* [EXERCISE AIM]
What lines below contain the string "buttons"? List them all.

* [DATA FOR REVIEW]

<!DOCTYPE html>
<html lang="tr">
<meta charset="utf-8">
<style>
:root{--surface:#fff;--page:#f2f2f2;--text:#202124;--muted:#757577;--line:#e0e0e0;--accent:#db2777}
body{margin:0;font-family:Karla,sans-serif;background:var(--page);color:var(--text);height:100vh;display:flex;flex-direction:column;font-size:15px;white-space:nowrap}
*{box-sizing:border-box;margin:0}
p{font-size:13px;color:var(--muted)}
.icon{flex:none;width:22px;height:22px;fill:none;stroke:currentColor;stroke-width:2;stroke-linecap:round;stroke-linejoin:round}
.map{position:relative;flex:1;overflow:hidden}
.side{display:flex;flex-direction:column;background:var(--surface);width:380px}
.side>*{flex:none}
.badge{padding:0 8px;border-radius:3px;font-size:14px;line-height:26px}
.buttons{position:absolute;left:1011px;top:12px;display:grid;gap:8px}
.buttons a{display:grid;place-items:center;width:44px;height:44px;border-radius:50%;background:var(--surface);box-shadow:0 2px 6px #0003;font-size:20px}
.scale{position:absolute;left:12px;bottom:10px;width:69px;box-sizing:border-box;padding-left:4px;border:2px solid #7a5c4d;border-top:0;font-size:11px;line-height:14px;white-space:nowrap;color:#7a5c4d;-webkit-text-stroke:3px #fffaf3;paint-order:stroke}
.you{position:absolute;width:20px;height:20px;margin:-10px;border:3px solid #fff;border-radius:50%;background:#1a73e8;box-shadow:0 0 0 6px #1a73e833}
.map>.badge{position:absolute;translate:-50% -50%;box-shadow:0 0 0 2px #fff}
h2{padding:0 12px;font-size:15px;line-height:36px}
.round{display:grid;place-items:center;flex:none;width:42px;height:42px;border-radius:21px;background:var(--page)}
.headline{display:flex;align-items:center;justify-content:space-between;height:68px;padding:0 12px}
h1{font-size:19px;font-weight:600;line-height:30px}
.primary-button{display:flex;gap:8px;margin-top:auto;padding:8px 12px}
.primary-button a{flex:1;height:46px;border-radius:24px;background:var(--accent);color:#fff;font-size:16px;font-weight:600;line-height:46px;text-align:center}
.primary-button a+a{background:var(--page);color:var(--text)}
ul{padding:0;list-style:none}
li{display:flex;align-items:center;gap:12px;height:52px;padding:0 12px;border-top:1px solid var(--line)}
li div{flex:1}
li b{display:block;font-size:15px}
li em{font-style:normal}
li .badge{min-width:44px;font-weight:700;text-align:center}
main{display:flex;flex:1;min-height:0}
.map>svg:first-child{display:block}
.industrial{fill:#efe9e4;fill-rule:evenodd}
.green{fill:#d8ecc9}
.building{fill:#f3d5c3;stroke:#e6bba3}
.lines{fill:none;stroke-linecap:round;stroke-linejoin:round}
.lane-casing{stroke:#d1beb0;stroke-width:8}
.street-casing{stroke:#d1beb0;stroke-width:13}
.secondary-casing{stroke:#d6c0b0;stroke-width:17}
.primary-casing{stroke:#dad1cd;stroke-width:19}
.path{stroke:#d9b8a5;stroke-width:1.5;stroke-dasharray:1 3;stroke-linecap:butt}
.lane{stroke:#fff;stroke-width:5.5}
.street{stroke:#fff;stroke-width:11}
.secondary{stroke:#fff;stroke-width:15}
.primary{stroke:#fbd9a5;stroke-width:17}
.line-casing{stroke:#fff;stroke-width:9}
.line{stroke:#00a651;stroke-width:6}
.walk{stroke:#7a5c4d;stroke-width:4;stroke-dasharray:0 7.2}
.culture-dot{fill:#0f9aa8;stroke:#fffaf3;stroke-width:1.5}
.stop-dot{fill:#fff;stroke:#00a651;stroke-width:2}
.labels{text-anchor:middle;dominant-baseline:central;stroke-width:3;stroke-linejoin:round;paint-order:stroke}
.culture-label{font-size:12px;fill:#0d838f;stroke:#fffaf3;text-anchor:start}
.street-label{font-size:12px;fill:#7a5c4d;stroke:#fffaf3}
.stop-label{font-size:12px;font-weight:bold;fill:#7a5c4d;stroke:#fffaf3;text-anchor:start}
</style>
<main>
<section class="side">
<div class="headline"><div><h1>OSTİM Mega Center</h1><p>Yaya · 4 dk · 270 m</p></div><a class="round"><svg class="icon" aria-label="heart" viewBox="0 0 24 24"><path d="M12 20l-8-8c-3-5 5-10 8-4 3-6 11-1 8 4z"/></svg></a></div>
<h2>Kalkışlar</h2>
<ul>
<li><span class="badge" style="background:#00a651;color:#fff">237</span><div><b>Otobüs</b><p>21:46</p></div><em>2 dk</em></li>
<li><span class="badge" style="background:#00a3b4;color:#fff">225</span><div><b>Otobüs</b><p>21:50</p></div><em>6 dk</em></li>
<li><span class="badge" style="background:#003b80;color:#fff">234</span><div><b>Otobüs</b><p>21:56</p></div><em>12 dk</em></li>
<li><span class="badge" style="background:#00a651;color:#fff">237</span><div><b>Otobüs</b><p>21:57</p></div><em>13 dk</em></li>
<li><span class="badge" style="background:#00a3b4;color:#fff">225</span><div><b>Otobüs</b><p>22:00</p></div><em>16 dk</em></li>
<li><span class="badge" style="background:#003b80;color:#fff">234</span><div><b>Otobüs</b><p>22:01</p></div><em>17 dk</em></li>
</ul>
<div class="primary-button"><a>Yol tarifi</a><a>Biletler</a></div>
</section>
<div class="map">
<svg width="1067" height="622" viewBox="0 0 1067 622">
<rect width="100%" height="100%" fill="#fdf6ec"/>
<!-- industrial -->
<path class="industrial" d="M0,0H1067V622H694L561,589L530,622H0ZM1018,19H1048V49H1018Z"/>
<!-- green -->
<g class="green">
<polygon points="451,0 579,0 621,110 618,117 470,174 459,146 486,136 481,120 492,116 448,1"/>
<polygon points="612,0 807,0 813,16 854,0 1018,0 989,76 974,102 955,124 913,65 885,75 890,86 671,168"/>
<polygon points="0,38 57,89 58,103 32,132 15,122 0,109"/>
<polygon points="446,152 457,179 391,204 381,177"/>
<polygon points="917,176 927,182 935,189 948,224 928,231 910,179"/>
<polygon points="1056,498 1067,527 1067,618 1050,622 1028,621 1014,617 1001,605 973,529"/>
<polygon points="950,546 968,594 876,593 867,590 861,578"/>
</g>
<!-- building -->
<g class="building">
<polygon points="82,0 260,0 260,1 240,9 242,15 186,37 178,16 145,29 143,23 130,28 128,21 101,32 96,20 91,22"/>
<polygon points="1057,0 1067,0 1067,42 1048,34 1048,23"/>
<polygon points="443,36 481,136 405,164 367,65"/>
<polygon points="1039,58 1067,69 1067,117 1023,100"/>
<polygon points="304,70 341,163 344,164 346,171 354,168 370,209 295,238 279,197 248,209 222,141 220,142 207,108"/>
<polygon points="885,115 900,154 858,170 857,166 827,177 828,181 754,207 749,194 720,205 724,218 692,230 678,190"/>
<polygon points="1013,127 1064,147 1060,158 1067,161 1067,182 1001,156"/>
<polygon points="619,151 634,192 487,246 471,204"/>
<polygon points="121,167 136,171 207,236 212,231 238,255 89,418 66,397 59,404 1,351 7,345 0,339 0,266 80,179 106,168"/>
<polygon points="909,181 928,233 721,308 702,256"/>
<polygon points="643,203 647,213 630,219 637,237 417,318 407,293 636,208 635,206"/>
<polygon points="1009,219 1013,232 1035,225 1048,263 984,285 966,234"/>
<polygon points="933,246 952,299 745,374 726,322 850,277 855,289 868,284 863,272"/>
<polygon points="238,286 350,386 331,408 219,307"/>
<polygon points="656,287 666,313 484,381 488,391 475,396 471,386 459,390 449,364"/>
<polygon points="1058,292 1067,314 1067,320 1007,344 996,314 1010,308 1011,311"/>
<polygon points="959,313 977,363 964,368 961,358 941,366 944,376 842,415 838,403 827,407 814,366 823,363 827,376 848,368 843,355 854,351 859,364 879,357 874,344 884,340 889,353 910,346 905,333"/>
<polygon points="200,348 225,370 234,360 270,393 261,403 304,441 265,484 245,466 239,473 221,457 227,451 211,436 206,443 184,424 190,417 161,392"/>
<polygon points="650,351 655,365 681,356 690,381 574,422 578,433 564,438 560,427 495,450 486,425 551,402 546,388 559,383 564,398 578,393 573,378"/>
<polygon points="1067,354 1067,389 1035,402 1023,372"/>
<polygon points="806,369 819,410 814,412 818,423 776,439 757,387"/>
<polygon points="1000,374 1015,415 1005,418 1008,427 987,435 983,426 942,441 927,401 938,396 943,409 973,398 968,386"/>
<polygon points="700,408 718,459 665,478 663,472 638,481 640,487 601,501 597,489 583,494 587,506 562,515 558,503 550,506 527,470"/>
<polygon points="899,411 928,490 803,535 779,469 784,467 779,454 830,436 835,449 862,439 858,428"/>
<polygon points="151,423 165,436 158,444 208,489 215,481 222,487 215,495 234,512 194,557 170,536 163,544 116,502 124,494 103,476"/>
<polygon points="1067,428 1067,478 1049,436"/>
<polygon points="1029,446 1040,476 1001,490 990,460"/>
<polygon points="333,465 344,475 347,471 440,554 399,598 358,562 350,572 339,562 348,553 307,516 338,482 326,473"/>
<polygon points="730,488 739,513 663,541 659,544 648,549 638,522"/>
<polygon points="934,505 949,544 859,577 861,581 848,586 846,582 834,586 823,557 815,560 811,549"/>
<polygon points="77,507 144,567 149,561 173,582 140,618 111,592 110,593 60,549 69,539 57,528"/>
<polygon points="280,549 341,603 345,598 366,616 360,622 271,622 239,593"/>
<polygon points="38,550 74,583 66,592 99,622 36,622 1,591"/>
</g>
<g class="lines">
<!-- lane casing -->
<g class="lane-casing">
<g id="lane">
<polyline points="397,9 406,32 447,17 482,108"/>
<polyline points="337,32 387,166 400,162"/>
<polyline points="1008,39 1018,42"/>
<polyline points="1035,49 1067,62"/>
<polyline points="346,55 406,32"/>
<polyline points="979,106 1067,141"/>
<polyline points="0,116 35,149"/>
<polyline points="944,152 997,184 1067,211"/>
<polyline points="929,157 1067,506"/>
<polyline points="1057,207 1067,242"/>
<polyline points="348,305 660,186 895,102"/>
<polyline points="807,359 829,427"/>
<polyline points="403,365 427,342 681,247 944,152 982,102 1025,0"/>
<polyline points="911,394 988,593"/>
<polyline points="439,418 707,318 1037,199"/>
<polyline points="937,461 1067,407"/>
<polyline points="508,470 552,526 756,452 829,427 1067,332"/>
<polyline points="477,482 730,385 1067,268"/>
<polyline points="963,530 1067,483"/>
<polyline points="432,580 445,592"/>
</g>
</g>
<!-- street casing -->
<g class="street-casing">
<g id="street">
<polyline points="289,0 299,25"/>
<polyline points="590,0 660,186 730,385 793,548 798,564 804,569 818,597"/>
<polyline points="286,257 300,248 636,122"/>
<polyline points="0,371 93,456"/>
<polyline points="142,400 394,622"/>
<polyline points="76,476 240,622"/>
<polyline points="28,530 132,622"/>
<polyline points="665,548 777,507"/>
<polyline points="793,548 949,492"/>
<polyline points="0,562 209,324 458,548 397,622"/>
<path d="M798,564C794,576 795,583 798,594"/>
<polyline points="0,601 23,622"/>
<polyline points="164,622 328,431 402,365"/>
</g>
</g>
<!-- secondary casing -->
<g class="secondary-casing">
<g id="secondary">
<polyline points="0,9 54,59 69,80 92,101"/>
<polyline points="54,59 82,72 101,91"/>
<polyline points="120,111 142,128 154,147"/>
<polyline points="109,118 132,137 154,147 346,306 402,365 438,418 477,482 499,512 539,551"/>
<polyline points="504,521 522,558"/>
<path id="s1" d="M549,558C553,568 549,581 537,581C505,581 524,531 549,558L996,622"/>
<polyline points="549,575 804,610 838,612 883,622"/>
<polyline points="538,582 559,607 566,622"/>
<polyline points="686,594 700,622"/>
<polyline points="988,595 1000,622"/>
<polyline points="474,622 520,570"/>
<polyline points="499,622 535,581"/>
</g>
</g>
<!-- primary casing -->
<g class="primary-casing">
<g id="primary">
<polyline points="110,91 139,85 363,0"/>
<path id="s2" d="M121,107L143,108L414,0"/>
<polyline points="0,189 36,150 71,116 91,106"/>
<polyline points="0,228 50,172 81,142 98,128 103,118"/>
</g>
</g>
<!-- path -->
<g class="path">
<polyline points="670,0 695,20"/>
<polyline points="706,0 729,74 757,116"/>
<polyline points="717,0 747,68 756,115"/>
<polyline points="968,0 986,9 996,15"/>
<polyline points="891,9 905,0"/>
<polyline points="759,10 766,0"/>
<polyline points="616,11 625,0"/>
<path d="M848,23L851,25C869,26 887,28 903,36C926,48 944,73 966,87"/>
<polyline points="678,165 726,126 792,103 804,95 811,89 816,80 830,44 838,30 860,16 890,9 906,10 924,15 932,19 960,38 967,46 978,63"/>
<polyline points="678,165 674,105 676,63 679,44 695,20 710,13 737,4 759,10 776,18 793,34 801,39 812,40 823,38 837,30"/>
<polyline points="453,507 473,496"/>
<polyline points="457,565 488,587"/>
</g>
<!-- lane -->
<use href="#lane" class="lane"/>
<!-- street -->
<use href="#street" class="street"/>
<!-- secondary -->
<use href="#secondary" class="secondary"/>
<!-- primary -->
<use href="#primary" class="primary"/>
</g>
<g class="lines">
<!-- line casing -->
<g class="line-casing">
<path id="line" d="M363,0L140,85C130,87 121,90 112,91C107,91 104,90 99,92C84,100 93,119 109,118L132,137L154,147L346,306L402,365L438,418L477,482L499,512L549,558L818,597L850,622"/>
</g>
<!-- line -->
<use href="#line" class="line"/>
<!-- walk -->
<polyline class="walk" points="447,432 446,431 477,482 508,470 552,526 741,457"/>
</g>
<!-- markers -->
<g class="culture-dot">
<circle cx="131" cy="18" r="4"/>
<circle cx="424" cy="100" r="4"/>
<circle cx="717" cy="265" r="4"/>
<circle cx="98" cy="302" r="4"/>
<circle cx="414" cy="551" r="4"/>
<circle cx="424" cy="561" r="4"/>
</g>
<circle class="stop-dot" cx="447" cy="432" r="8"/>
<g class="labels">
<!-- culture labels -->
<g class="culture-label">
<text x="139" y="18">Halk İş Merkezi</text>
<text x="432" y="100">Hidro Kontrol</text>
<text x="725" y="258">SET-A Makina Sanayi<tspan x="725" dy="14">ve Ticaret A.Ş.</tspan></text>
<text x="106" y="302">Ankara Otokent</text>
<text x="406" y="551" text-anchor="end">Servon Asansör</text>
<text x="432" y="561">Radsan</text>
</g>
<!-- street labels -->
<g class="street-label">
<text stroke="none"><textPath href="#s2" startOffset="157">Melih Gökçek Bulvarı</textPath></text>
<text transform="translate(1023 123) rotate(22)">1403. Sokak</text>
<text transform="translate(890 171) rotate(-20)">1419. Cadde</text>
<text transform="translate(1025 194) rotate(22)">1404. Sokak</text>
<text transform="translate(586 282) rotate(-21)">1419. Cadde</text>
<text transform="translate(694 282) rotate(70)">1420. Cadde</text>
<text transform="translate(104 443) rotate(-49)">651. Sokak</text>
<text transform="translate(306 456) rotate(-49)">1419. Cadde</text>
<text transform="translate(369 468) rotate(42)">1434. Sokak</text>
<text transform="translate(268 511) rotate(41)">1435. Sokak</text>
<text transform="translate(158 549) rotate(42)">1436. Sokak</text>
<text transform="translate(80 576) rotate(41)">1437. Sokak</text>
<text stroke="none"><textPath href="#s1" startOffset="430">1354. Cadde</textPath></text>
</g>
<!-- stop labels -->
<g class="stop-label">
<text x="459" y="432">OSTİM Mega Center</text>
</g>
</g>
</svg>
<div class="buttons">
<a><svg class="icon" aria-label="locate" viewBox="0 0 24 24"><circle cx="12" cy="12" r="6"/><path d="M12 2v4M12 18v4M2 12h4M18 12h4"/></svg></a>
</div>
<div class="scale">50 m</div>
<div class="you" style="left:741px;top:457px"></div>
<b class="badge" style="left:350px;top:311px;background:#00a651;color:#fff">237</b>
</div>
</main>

* [YOUR SOLUTION]
.buttons{position:absolute;left:1011px;top:12px;display:grid;gap:8px}
.buttons a{display:grid;place-items:center;width:44px;height:44px;border-radius:50%;background:var(--surface);box-shadow:0 2px 6px #0003;font-size:20px}
<div class="buttons">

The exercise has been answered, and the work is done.